Timur’un Dımaşk’a girebilmek için her türlü çareye başvurduğu bu günlerde Ferec’in kötü idaresinden rahatsız olan bazı emîrler Mısır’a dönerek yeni bir sul­tan seçmek istediler. Bunun üzerine Fe­rec Dımaşk’ı bırakıp Kahire’ye dönmek zorunda kaldı. Timur Dımaşk’ın ileri ge­lenlerini kandırarak şehre girdi ve halkın her şeyini elinden aldı. Fereç Kahire’de duruma hâkim olduktan sonra Timur’a karşı tekrar ordu hazırlamaya başladı. Bu sırada Timur tekrar Atalmış’ın ser­best bırakılmasını isteyince Atalmış Su­riye’ye gönderildi, Timur da Mart 1401′-de Dımaşk’tan ayrıldı. Bu tarihten itiba­ren Ferec’in emfrleriyle arasındaki ihti­lâf daha da arttı. Suriye’deki Emîr Şeyh el-Mahmûdî, etrafında toplanan Cekem, Yeşbeg ile Trablus ve Hama nâiblerini de alarak Mısır’a yürüdü. Mısır ordusunu Abbâsiyye’de mağlûp edip(Mayıs 1405) Kahire’ye kadar ilerledi. Ancak yanında­ki emirlerin bir kısmı sultanın tarafına geçince zor durumda kalan Şeyh el-Mah­mûdî ile Cekem Suriye’ye döndüler.

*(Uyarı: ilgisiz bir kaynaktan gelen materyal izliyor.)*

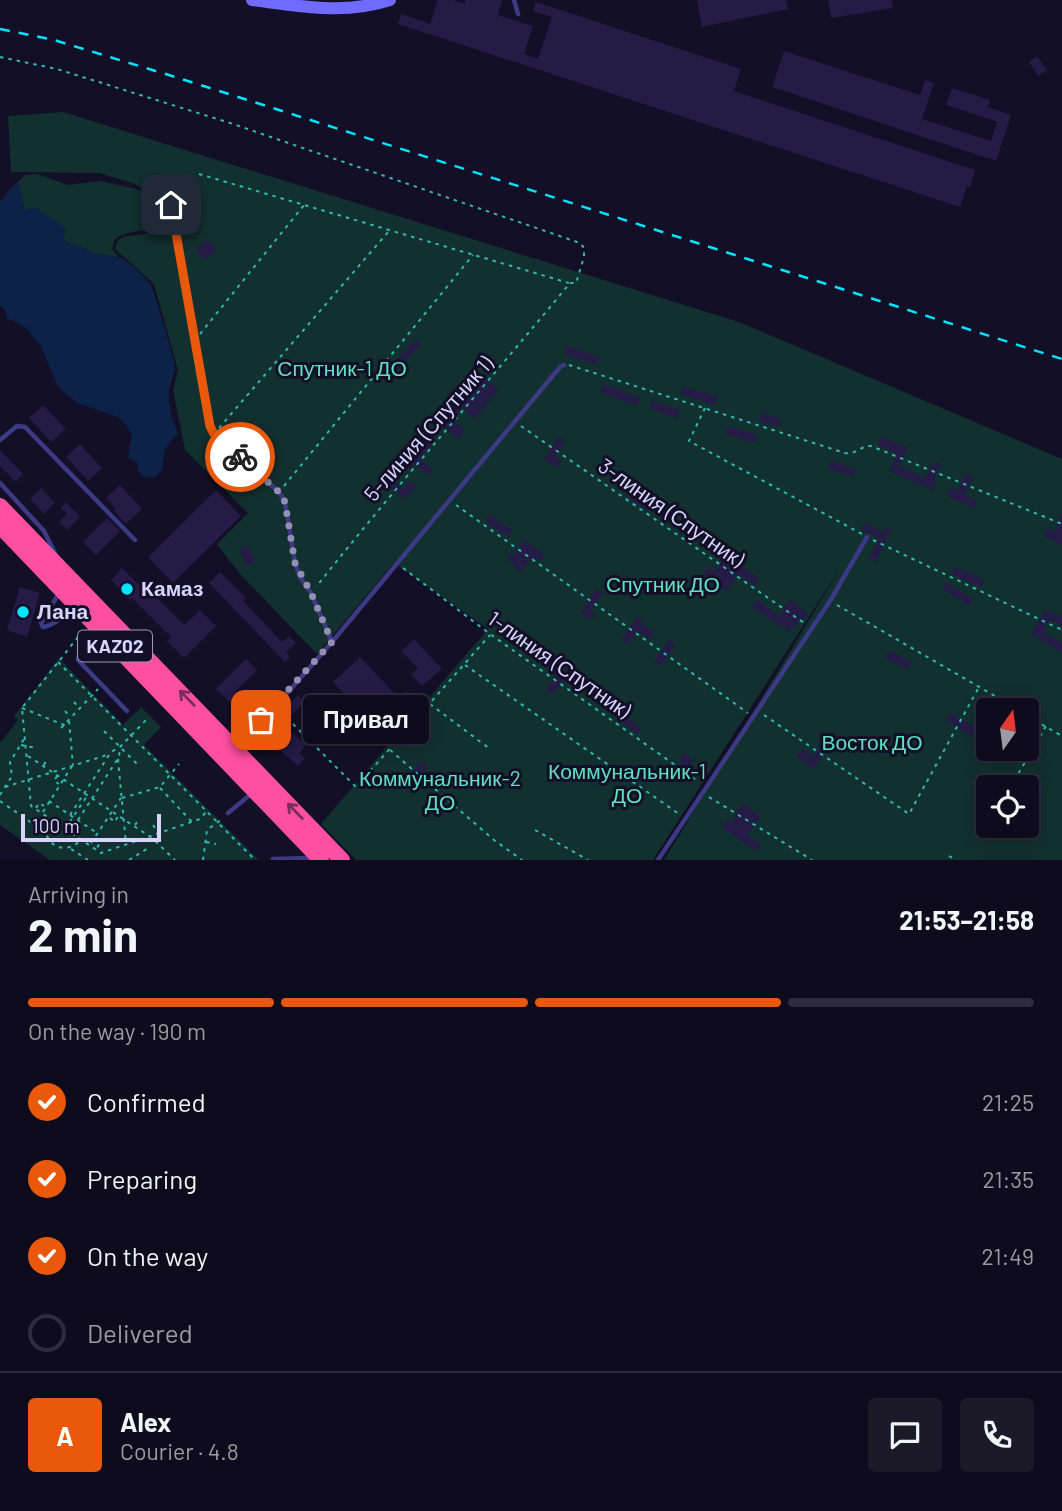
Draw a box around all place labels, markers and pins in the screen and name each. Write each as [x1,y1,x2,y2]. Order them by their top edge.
pin [141,175,201,235]
place label: Камаз [141,575,203,600]
marker: Камаз [119,581,135,597]
place label: Лана [37,598,89,623]
marker: Лана [15,604,31,620]
pin [231,690,291,750]
callout: Привал [303,696,429,744]

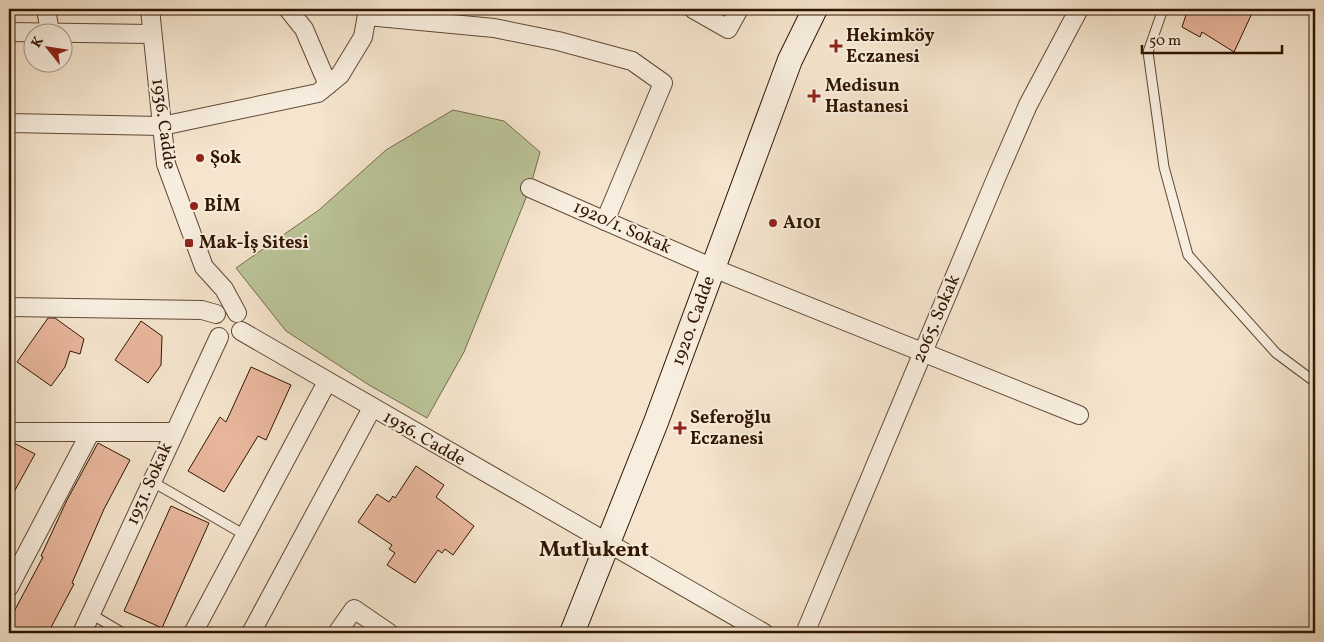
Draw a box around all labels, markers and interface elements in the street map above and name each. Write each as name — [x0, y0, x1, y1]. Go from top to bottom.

Bütün bu hadiselerden yorulan Ferec, kendisine suikast düzenleneceği korku­suyla saltanattan ayrılmaya karar verdi ve 21 Eylül 1405’te kâtibü’s-sır Sa’ded-din İbn Gurâb’ın evinde gizlendi. Yerine kardeşi Abdülazîz “el-Melikü’1-Mansûr” unvanıyla tahta çıkarıldı. Ancak bunun idaresinden memnun olmayan emirler 17 Kasım 1406’da Ferec’i yeniden hü­kümdarlığa getirdiler. Ferec emirler ara­sında görev değişiklikleri yaparak İdare­de bazı tedbirler aldıysa da emîrler ara­sındaki ihtilâflar yüzünden Suriye’deki isyanlar tekrar başladı. 21 Mart 1407’de Cekem “el-Melikü’l-Âdil” unvanıyla Ha­lep’te saltanatını ilân etti. Dımaşk naibi Nevruz da ona bağlılığını bildirdi. Ferec Cekem üzerine sefere hazırlanırken onun Âmid’de Akkoyunlu Hükümdarı Karayülük ile yaptığı bir muharebede öldüğü. Nevrûz’un da sultana itaat arzettiği ha­berini aldı. Daha sonra da Nevruz ve Şeyh el-Mahmûdî’nin kendisine karşı isyan­ları veya birbirleriyle olan mücadelele­riyle meşgul oldu. Mayıs 1409da Şeyh el-Mahmûdî üzerine yürüyen Ferec Sarhad’da onu mağlûp etti; fakat Tağriberdi’nin aracılığı ile affedip Trablus nâibliğine gönderdi. Suriye’de Şeyh el-Mah­mûdî ve Nevruz ittifakından endişe eden Halep naibi Timurtaş Ferec’e mektup yazarak acele Suriye’ye hareket etmesi­ni, aksi takdirde ülkenin elden çıkabile­ceğini bildirdi. Ferec 31 Ağustos 1410′-da Suriye seferine çıktı. Şeyh el-Mahmû­dî ve Nevruz ise onunla karşılaşmadan Kahire’ye yürüdüler. Kal’atülcebel’i dü­şürmek üzere iken Mısır kuvvetleri yeti­şince Şeyh el-Mahmûdî ve Nevruz Suri­ye’ye döndüler. Dımaşk’ta bulunan Fe­rec yine Tağrîberdfnin ricası ile onları bazı şartlarla bu defa da bağışladı ve Kahire’ye döndü. Emîrler bunu fırsat bi­lerek anlaşmayı bozdular ve şartların aksine tasarruflara başladılar. Ferec âsi emîrlere karşı bir defa daha Suriye’ye hareket etti. Bu onun yedinci ve son Su­riye seferi oldu. 1412 yılında Dımaşk’a geldi, yeni Dımaşk naibi Tağrîberdî’nin yerinde tavsiyelerine kulak asmadan Şeyh el-Mahmûdî ile Nevrûz’u aramaya başladı. İki ordu Leccûn’da karşılaştı. Fe­rec mağlûp olarak Dımaşk’a döndü ve düşmanlarıyla muharebeye devam etti. Yanında halktan ve askerden çok sayı­da taraftar vardı. Mücadele günlerce sür­dü. Sonunda taraftarlarının direnme gü­cü tükenince herkes onu yalnız bıraktı. Emîrler de kendisini tahttan indirerek Halife Müstaîn-Billâh’ı sultan ilân etti­ler. Ferec 28 Mayıs 1412 gecesi öldürü­lerek Bâbülferâdis’te defnedildi.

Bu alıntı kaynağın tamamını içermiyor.